1. Drastic: Upgrade your OS. Yes, that’s right. Go out and get your hands on a copy of Windows NT, 2000 or XP – or computer. This will solve the problem once and for all. Be aware, when you upgrade, you’ll have to reformat your drives using one of the new file systems. When you prepare to format, the software will prompt you to choose the file system you want to use. This will wipe out all existing data on your computer, so be sure to back-up any files you don’t want to lose. This won’t do anything for you if you have a project sitting on your computer right now; it will require that you start your editing over completely from scratch once you install the new operating system.
A word of warning: before you make this choice, make sure the new operating system you’re about to install supports your video editing software. Performing this OS upgrade may require purchasing an upgrade for your existing software.
2. Not so drastic but frustrating: Complete your work in 2GB pieces. Yes, that’s right, break down your project into bite-size chunks, complete each piece in sequence, then assemble the whole thing piece by piece as you go.
This solution requires lots of preplanning; once you finish that first nine-minute piece of DV video and start on the second segment, it’ll be quite difficult to go back later and make changes.

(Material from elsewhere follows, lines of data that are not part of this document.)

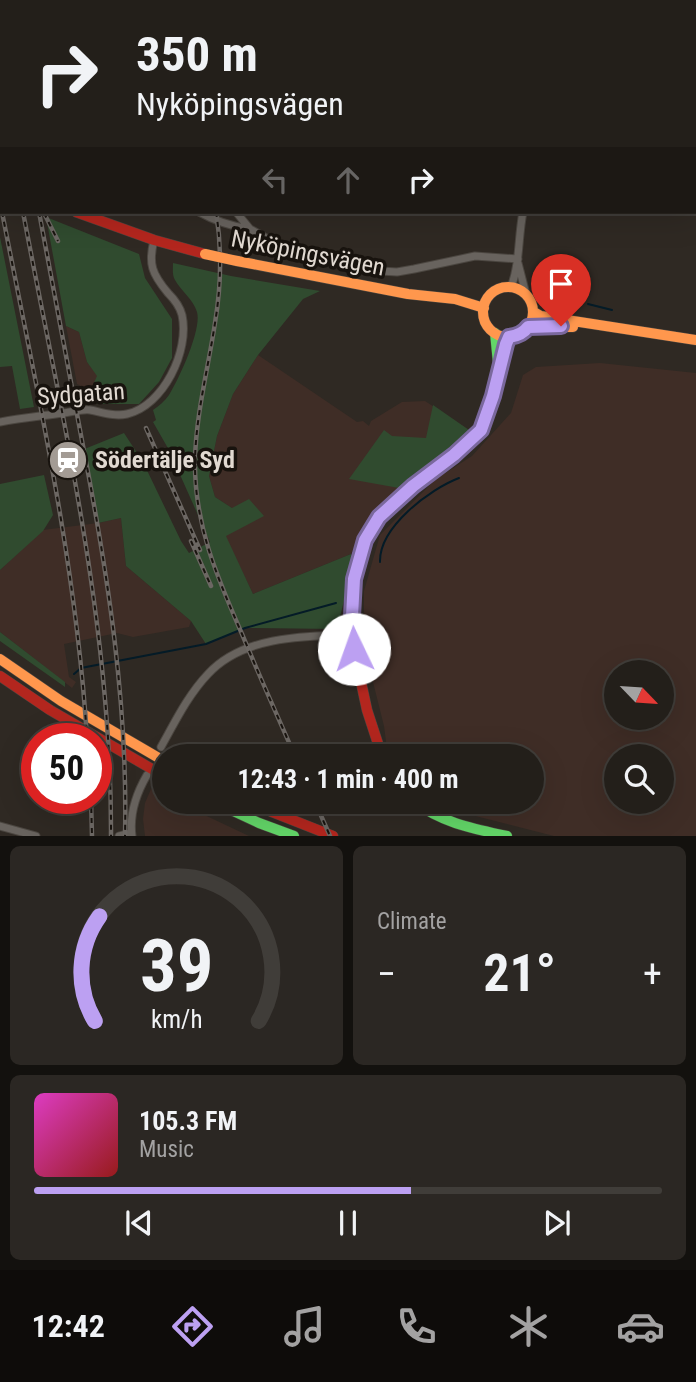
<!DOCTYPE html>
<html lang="en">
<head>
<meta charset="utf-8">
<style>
	:root { --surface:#231f1a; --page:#2b2723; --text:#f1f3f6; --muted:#a3a2a2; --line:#403d39; --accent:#bca0f2 }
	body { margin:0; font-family:"Roboto Condensed",sans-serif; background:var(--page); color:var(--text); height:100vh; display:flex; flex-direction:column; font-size:26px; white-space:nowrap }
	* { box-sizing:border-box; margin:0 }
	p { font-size:23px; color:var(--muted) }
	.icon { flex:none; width:38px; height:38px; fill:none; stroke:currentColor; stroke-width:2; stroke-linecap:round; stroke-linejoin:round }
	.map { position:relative; height:836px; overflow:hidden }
	.panel { display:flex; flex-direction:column; gap:10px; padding:10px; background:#13110e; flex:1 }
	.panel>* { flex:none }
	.top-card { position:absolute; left:0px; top:0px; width:696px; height:214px; box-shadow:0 7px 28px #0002,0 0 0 2px var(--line); background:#231f1a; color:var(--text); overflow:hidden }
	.needle { width:46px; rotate:115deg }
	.fabs { position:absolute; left:604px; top:660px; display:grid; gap:14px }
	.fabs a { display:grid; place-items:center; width:70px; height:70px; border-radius:50%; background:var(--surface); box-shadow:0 7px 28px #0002,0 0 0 2px var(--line); font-size:35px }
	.speed { position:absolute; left:21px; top:723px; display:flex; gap:14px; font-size:35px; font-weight:700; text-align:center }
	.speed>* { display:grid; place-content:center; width:91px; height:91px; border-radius:50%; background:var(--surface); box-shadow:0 7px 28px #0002,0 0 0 2px var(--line); line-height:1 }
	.speed .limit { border:10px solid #d22; background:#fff; color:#111 }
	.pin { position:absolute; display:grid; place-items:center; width:60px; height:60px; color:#fff; margin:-72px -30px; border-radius:50% 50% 50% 0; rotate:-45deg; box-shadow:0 0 7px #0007 }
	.pin .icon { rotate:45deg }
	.me { position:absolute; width:77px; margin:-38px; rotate:357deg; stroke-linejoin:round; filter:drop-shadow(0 0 5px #0008) }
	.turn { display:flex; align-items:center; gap:24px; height:147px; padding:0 21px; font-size:32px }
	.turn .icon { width:91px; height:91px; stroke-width:2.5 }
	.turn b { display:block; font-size:49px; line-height:60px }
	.lanes { display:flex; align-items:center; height:66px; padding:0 21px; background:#0003; justify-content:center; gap:35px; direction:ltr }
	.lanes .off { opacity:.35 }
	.big { font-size:52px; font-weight:700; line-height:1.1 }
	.panel .tile { flex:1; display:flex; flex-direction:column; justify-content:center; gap:10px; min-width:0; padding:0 24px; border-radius:10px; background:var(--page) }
	.panel .dial { align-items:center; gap:0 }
	.dial svg { height:182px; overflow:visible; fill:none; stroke:var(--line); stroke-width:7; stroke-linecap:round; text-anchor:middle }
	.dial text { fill:var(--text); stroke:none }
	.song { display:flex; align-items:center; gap:21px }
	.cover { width:84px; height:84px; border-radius:10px; background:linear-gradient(135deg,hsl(310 70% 55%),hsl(0 70% 35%)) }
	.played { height:7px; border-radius:4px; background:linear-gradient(90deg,var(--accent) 60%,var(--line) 60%) }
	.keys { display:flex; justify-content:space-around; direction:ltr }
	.heat { display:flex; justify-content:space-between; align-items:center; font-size:38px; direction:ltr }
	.panel .tiles { flex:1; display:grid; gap:10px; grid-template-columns:1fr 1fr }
	.tile:last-child { grid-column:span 2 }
	.trip { position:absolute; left:152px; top:744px; width:392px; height:70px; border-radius:35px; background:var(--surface); box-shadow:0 7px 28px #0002,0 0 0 2px var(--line); font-weight:700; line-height:70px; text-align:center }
	.tab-bar { display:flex; height:112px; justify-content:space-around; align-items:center; background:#0e0c0a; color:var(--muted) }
	.tab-bar .icon { width:49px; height:49px }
	.tab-bar .selected { color:var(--accent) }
	.tab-bar b { font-size:32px; color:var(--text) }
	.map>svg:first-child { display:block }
	.industrial { fill:#3f2d26; fill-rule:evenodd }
	.green { fill:#304b2f }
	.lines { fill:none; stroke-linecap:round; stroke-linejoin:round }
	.stream { stroke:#041b27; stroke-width:2 }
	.street-casing { stroke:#4b4640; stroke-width:9 }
	.fast-casing { stroke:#4b4640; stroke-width:11 }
	.slow-casing { stroke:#4b4640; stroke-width:11 }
	.jam-casing { stroke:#4b4640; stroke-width:11 }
	.street { stroke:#68635e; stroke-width:7 }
	.fast { stroke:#63d668; stroke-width:10 }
	.slow { stroke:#ff974d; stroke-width:10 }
	.jam { stroke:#b3261e; stroke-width:10 }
	.rail-casing { stroke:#6c6763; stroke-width:4.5 }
	.rail { stroke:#18130e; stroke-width:2; stroke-dasharray:5; stroke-linecap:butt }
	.slow-bridge-casing { stroke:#4b4640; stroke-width:11; stroke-linecap:butt }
	.slow-bridge { stroke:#ff974d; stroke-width:10 }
	.route-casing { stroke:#7a689d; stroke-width:18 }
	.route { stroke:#bca0f2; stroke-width:12 }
	.labels { text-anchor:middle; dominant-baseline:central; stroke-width:7; stroke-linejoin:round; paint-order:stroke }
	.street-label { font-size:24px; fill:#e1d9d1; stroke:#18130e }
	.poi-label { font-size:24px; font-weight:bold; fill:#e1d9d1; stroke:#18130e; text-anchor:start }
</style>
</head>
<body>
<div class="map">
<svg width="696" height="836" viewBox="0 0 696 836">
	<rect width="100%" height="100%" fill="#2f2923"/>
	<path class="industrial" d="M 118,0 L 569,0 L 569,2 L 120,2 Z
		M 66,326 L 79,332 L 87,362 L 98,376 L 92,387 L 83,387 L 77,384 Z
		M 258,355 L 357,422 L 363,421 L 369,426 L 371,421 L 402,402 L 425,401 L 469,430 L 462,438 L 434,463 L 399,488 L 377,508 L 361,533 L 351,554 L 253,594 L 225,536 L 232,508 L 215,497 L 209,476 L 217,436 L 233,394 Z
		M 600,363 L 696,373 L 696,836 L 554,836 L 448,809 L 435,802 L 532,802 L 532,756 L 391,756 L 387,749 L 384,726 L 369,666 L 364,628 L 364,591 L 380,535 L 436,479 L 472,456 L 511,413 L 523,375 L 536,367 ZM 616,672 L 662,672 L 662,718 L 616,718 ZM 616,756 L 662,756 L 662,802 L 616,802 Z
		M 121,518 L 126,566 L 191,621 L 189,627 L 133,637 L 117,633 L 64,644 L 69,677 L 76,682 L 72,688 L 0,632 L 0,570 L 43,530 L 98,523 Z
		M 151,789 L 164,795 L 164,802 L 177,802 L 249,836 L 145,836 L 143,819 L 145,803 Z"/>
	<path class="green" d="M 46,217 L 139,254 L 145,278 L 172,319 L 172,358 L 159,382 L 139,404 L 97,404 L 83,387 L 92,387 L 97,376 L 87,362 L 79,332 L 66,326 Z
		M 0,237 L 34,407 L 20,409 L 12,366 L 0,367 Z
		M 173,263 L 231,276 L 320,291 L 303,299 L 258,355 L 233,394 L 217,436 L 209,476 L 215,497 L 232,508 L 249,499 L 264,516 L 226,536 L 253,594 L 351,554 L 354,560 L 337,629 L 245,628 L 206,644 L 191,621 L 126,566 L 121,518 L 98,523 L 82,450 L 124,433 L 143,462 L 181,541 L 189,553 L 210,542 L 169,450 L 153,422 L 156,420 L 153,410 C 159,406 165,401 169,395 C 179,379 202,329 197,312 C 193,299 181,291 175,280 C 172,275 173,269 173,263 Z
		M 433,405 L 469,430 C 450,454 423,471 399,488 L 349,479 L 384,430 L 392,436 L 426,438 Z
		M 44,475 L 53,515 L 43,531 L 0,570 L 0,484 Z
		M 0,632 L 65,682 L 65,687 L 0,641 Z"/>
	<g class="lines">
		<path class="stream" d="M 538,288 L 556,292
			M 588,304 L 612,310
			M 380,562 C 379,527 430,489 459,478
			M 74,674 L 81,668 L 206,644 L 245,628 L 336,603"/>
		<g class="street-casing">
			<path id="street" d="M 109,0 L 110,2
				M 695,86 L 696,86
				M 199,212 C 215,221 231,226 249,229
				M 236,212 L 250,229 L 273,242 L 333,261 L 381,271 L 397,272 L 414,269 L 475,256 L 518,259
				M 518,263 L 526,294
				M 511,287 C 520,264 518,237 523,212
				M 0,422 C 21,418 42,416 63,413 C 72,412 82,409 90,410 C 102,412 114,417 127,414 C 163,406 190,351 182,315 C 180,307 174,299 168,293 C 152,274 148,264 154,240
				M 161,747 C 175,722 188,695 208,674 C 243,636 303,636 351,635
				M 0,826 L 36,836
				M 119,836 L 131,833
				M 132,836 C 129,814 136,794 147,775"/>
		</g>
		<g class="fast-casing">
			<path id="fast" d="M 0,179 L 2,180
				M 495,333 L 498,363
				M 214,802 L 259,823 L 294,836
				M 415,802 C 442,823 475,829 507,836"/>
		</g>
		<g class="slow-casing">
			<path id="slow" d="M 237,261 L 408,294 L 455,299 L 484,308
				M483 312a25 25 0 1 1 50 0a25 25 0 1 1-50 0Z
				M 534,312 L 541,316 L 696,340
				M 528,327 L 573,327
				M 0,659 L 61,701 L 164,761"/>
		</g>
		<g class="jam-casing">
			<path id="jam" d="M 76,212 L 154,240 L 205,254
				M 0,676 L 50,710 L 164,776
				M 382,756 L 367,710 L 351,635 L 354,579 L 365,540 L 379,517 L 413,486 L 454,455 L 481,430 L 493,396 L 509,337
				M 247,802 L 333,836"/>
		</g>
		<use href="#street" class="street"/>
		<use href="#fast" class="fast"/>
		<use href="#slow" class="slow"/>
		<use href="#jam" class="jam"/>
		<g class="rail-casing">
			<path id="rail" d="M 92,0 L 93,2
				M 0,12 L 2,21
				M 0,92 L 2,100
				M 0,117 L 2,125
				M 2,212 C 36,386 76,561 87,738
				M 23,212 C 62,418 112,625 111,836
				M 39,212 C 54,290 68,368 83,446 C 108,575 128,704 125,836
				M 216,212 C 222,248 221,287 215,323 C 208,369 196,414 195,460 C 194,524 217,577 242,634 C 259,675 277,715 295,756
				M 44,213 L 58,241
				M 146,428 L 200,550
				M 191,541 L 211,586
				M 91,798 L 92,836
				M 315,802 L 330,836"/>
		</g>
		<use href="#rail" class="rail"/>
		<g class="slow-bridge-casing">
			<path id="slow-bridge" d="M 205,254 L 237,261"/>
		</g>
		<use href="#slow-bridge" class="slow-bridge"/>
	</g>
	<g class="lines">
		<g class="route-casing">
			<path id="route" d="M 354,649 L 351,635 L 354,579 L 365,540 L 379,517 L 413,486 L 454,455 L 481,430 L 493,396 L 506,344 L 509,337 C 517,336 523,334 528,327 L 561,326"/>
		</g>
		<use href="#route" class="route"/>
	</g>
	<defs>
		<g id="station-disc" transform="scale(2.0125)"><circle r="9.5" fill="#a39b94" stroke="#18130e"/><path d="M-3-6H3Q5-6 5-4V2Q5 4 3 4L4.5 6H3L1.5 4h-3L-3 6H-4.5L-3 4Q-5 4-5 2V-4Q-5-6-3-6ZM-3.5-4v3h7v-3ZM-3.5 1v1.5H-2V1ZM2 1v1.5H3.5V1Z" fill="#fff"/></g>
	</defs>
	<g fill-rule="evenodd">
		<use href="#station-disc" x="68" y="460"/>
	</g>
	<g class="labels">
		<g class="street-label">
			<text transform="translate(308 253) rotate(11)">Nyköpingsvägen</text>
			<text transform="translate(81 394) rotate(-4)">Sydgatan</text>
		</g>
		<g class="poi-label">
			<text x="95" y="460">Södertälje Syd</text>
		</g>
	</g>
</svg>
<div class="fabs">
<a><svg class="needle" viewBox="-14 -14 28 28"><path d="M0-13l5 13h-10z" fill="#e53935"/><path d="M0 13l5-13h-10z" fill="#a3a2a2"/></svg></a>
<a><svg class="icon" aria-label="search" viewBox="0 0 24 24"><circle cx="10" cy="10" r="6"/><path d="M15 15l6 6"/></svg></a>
</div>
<div class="speed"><div class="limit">50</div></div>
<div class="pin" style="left:561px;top:326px;background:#d93025"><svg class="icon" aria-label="arrive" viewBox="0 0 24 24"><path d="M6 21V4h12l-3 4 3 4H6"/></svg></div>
<svg class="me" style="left:354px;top:649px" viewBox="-20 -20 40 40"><circle r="19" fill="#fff"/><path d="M0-13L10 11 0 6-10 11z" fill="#bca0f2"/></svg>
<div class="trip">12:43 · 1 min · 400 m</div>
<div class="top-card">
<div class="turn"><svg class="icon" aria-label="right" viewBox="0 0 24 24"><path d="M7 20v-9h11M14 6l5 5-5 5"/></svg><div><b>350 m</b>Nyköpingsvägen</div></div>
<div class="lanes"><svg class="icon off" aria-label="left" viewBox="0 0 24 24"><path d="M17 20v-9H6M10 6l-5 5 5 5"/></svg><svg class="icon off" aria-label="ahead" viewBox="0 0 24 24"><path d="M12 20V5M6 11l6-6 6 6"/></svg><svg class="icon" aria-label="right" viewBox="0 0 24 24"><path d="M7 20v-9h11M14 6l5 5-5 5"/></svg></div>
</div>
</div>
<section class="panel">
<div class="tiles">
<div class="tile dial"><svg viewBox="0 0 100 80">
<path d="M14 69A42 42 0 1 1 86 69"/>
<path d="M14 69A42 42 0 0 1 16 23" stroke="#bca0f2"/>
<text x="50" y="56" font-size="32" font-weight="700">39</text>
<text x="50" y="72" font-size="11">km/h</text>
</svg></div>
<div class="tile"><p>Climate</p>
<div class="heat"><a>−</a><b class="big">21°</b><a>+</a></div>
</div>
<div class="tile">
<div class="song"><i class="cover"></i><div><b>105.3 FM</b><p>Music</p></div></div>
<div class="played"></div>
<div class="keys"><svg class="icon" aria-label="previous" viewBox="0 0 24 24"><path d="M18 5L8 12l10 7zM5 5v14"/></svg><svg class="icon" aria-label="pause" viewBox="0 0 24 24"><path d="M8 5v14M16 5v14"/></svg><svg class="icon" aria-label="next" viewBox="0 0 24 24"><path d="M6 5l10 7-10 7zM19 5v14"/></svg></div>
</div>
</div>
</section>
<nav class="tab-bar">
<b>12:42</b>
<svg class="icon selected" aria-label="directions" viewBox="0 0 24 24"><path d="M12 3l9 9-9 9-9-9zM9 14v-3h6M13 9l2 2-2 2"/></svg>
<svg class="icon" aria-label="music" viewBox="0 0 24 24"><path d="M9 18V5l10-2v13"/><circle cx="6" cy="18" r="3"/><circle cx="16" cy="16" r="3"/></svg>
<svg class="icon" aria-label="phone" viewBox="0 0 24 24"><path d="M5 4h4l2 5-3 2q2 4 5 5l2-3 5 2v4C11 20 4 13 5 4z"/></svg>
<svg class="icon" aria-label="climate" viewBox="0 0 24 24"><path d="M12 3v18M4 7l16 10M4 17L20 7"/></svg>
<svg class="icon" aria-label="car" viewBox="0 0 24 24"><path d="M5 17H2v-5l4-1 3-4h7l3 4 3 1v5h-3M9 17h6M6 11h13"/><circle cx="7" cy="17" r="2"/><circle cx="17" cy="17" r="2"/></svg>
</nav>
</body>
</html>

As you complete each piece of your video, you can perform a simple cut edit to bump the pieces together as you go. The easiest way to do this is to select a portion of your video that fades to black silence. This is a handy place to pause the tape and start recording the next finished segment from the computer. Be careful, though. It’s an easy edit to make, but a mistake at this point can be catastrophic, requiring you to go back and edit your earlier segments again.
If your video project has no obvious fades to black to work with, choose a segment that’s silent for several seconds; this will avoid problems with matching audio, which may require a later audio dub edit in your VCR. When printing to tape using DV, you can often seamlessly send a series of files out to your camcorder.
3. Avoid Rendering. Perhaps the best solution is to avoid rendering altogether. A recent trend with real-time hardware systems and, to a lesser extent, software, is timeline playback. If your setup supports this (and not all do), you may never have to render again, which not only solves the 2GB dilemma, but it will also save you plenty of time and trouble.
File Size Limits – The Future is Bright
One of the most frustrating things about the world of home computers is that this year’s hot item is often next year’s garbage. What we all love and recommend today will likely be obsolete tomorrow. That said, it’s a safe bet that the current file systems will carry us far into the future. Who, indeed, will need to store single video files larger than 18 billion gigabytes?
Then again, it’s quite surprising to go back just 20 years and see what industry experts said about these issues back when home computers were in their infancy. The numbers tossed around, in terms of file sizes and hard disk capacities, pale in comparison with today’s realities.
Who can foresee what new data-hungry audio-visual technologies we’ll devise in the years to come? For the moment, however, we can be content with our existing DV and Digital8 technologies and make files as large as our hard drives and operating systems will allow.